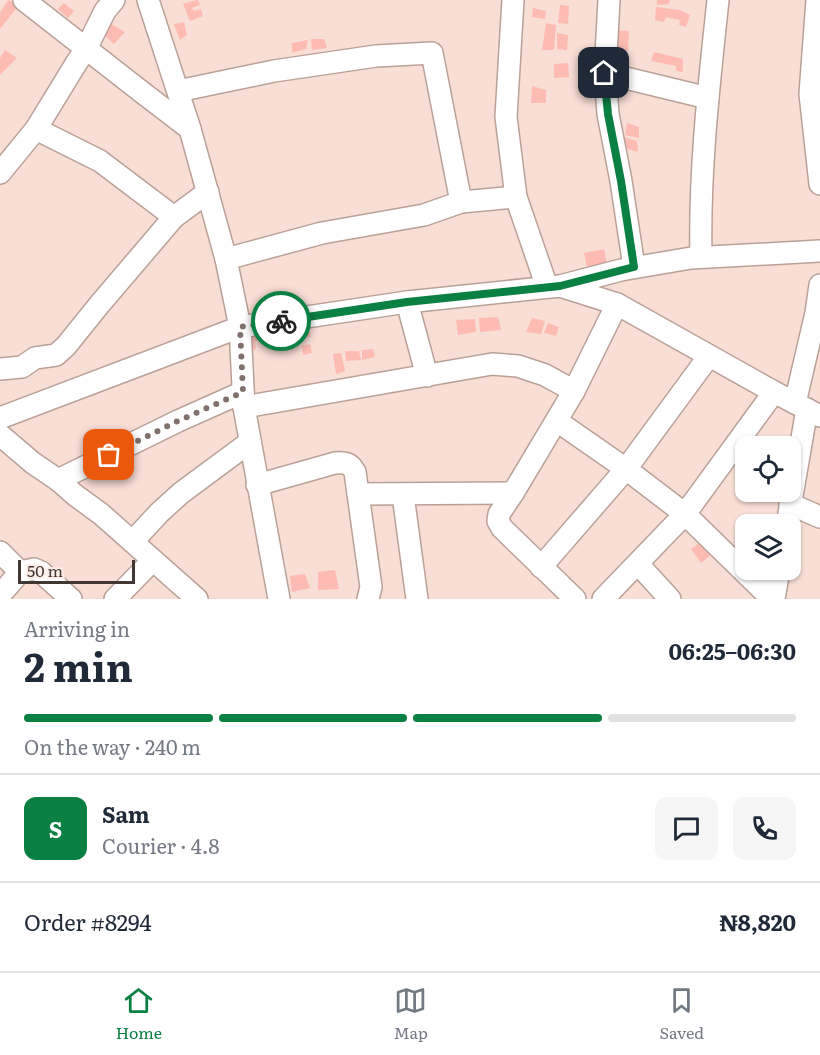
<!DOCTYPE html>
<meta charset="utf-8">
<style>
body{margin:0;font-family:Literata,serif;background:#f6f6f7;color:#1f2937;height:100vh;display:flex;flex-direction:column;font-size:22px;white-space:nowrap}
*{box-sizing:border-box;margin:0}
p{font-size:20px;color:#747a83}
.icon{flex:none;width:33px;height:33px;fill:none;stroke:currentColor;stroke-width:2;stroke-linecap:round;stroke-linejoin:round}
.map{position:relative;height:599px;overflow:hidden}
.drawer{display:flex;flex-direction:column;background:#fff;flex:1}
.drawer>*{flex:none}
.tools{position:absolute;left:735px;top:436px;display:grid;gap:12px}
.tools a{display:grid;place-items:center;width:66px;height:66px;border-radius:12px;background:#fff;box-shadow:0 2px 4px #0004;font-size:30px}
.scale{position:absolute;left:18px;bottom:15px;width:117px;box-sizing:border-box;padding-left:6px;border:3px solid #413733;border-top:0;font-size:16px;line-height:21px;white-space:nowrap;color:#413733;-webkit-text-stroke:4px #feeee8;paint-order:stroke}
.pin{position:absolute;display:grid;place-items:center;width:51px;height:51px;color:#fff;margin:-26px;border-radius:12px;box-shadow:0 3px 9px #0006}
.courier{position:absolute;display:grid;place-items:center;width:60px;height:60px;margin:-30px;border:4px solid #0b8043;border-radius:50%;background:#fff;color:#222;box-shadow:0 2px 8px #0007}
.headline em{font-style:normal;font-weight:700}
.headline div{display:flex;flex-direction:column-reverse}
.headline{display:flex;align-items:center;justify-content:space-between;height:102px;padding:0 24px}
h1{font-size:39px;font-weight:700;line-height:45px}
.bar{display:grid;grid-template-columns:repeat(4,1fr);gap:9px 6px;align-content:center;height:72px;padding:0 24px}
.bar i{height:8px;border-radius:4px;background:#e0e1e3}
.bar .selected{background:#0b8043}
.bar p{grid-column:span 4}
.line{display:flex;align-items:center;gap:15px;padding:0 24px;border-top:2px solid #e0e1e3}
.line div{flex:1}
.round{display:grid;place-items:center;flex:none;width:63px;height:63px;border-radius:12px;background:#f6f6f7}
.dock{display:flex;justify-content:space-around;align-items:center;height:84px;border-top:2px solid #e0e1e3;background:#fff;font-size:16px;color:#747a83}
.dock a{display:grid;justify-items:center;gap:3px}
.dock .selected{color:#0b8043}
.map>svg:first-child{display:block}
.building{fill:#fdbbb3}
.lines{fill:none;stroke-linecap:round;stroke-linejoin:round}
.minor-casing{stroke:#baa198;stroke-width:24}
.minor{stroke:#fff;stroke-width:21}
.done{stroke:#81716c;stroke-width:6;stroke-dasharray:0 10.8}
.route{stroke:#0b8043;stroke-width:8}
</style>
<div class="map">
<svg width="820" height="599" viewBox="0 0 820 599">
<rect width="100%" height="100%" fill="#f9ded5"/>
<g class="building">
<polygon points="8,0 19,5 0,29 0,13"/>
<polygon points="196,0 198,0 200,5 192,8 194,11 201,9 203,16 190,21 183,4"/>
<polygon points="657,0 670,0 669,4 657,5"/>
<polygon points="64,3 74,11 68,18 58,9"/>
<polygon points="560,5 569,6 568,24 558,23"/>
<polygon points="656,7 680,10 690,15 686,27 679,25 680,20 666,17 664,22 655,20"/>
<polygon points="533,8 546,11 545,19 532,17"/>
<polygon points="184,22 187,35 180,40 174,24"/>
<polygon points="546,23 556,25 554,50 542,50"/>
<polygon points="111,24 125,32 114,44 104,35"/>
<polygon points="614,30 629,31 628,51 614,48"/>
<polygon points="557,33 568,35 567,50 557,49"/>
<polygon points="311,39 324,39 327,48 312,50"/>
<polygon points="308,40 306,49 292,53 292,43"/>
<polygon points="5,50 17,58 0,75 0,58"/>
<polygon points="611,50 624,53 622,59 616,58 617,61 623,61 621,69 608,69"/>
<polygon points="654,52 683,59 683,72 676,71 676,66 651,61"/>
<polygon points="568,63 569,77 554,78 554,64"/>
<polygon points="532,86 546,90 546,103 531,103"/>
<polygon points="627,123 639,127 639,138 625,135"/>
<polygon points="623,137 637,141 638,152 621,147"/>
<polygon points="604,249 607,264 587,267 584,253"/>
<polygon points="498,317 501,330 480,332 479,318"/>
<polygon points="532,318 545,321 541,334 526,332"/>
<polygon points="475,319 476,332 458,335 456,320"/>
<polygon points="548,323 559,327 556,336 544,333"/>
<polygon points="308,328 311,337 300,338 298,330"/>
<polygon points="262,331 264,338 255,341 256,349 248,351 245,333"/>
<polygon points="310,344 312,353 303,355 302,346"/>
<polygon points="373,349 375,357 362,360 362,350"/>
<polygon points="345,351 359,351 361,360 346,361"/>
<polygon points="341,353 345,371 336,374 333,354"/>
<polygon points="701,542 710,556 701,563 691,549"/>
<polygon points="335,570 339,589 318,590 318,572"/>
<polygon points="305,574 310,588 292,592 290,576"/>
</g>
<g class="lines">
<defs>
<g id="minor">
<polyline points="24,0 143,93 190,129"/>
<polyline points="148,0 190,129 226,259 240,327 244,407 279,599"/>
<polyline points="513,0 506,117 516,197 547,287"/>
<polyline points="609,0 605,73 608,114 621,181 634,267"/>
<polyline points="817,0 810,94 820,184"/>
<polyline points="605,73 708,98"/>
<polyline points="178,91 274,71 376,56 432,53 461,202"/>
<polyline points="36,129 100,161 174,217"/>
<polyline points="0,173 36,129 77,62 86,49 105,11 114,0"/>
<path d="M701,257C699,171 709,85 718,0"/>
<polyline points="226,259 322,233 424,215 461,202 516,197"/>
<polyline points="560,286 617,304 774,392 820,416"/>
<polyline points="407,302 427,376"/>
<polyline points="0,369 22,367 35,358 56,355 66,346 99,305 174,217 208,192"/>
<polyline points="795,403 816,313 820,285"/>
<polyline points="244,407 492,364 518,366 545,375 574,391"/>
<polyline points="0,418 240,327 407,302 560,286 621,270 691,258 820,251"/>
<polyline points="557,421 626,469 685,514 772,599"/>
<polyline points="0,435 33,463 58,480 75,495 101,514 197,599"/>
<polyline points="58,480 178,421 243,392"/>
<path d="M257,485L335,463C345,462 350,463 355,472L371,587L368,599"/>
<polyline points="358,494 513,493"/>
<polyline points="403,495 417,599"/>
<polyline points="790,504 820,517"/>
<polyline points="787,525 807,409"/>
<polyline points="133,541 159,513 181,493 250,442"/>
<polyline points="0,552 20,572 34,569 41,572 71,599"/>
<polyline points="638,564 670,599"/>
<polyline points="541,567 626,469 709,356"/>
<polyline points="0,595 20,572"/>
<polyline points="115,599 153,560"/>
<polyline points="575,599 502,528 498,521 499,514 513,493 574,391 617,304"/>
<polyline points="603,599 685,514 774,392"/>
<polyline points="774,599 779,570"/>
</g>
</defs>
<use href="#minor" class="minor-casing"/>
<use href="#minor" class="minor"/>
</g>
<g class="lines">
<polyline class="done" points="109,455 178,421 243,392 240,327 281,321"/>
<polyline class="route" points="281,321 407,302 560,286 634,267 621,181 608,114 604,73"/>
</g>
</svg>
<div class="tools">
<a><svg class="icon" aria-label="locate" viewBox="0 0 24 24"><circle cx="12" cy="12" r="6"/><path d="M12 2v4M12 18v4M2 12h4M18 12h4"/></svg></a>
<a><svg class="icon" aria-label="layers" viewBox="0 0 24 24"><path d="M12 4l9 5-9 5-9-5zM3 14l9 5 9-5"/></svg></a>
</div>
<div class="scale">50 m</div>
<div class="pin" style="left:109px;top:455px;background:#ea580c"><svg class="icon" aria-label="bag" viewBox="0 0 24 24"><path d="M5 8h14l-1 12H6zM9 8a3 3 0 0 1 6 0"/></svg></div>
<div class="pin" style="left:604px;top:73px;background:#1f2937"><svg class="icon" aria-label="home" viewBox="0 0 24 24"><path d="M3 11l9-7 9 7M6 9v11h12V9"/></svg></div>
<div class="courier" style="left:281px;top:321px"><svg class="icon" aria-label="bike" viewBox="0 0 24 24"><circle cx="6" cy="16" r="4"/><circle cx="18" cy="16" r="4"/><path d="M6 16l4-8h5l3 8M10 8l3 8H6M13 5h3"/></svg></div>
</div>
<section class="drawer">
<div class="headline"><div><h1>2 min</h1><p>Arriving in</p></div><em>06:25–06:30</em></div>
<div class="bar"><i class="selected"></i><i class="selected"></i><i class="selected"></i><i></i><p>On the way · 240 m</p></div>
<div class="line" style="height:108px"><b class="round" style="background:#0b8043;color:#fff">S</b><div><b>Sam</b><p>Courier · 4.8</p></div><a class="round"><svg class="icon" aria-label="chat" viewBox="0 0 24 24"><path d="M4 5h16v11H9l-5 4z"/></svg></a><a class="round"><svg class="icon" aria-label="phone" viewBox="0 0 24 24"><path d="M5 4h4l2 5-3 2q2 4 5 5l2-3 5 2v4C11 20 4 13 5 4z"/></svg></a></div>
<div class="line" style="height:78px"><div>Order #8294</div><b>₦8,820</b></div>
</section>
<nav class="dock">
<a class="selected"><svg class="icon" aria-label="home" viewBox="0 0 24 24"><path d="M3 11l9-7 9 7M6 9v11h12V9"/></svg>Home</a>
<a><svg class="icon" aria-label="map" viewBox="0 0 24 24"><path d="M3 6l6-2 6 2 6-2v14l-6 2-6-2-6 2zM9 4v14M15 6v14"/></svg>Map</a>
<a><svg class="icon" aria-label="saved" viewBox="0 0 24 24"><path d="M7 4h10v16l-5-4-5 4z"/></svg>Saved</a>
</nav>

● ● ● ● ● ● ●

Which lines above hold the string "sizing"? Copy each of them.

### Exercise answer
*{box-sizing:border-box;margin:0}
.scale{position:absolute;left:18px;bottom:15px;width:117px;box-sizing:border-box;padding-left:6px;border:3px solid #413733;border-top:0;font-size:16px;line-height:21px;white-space:nowrap;color:#413733;-webkit-text-stroke:4px #feeee8;paint-order:stroke}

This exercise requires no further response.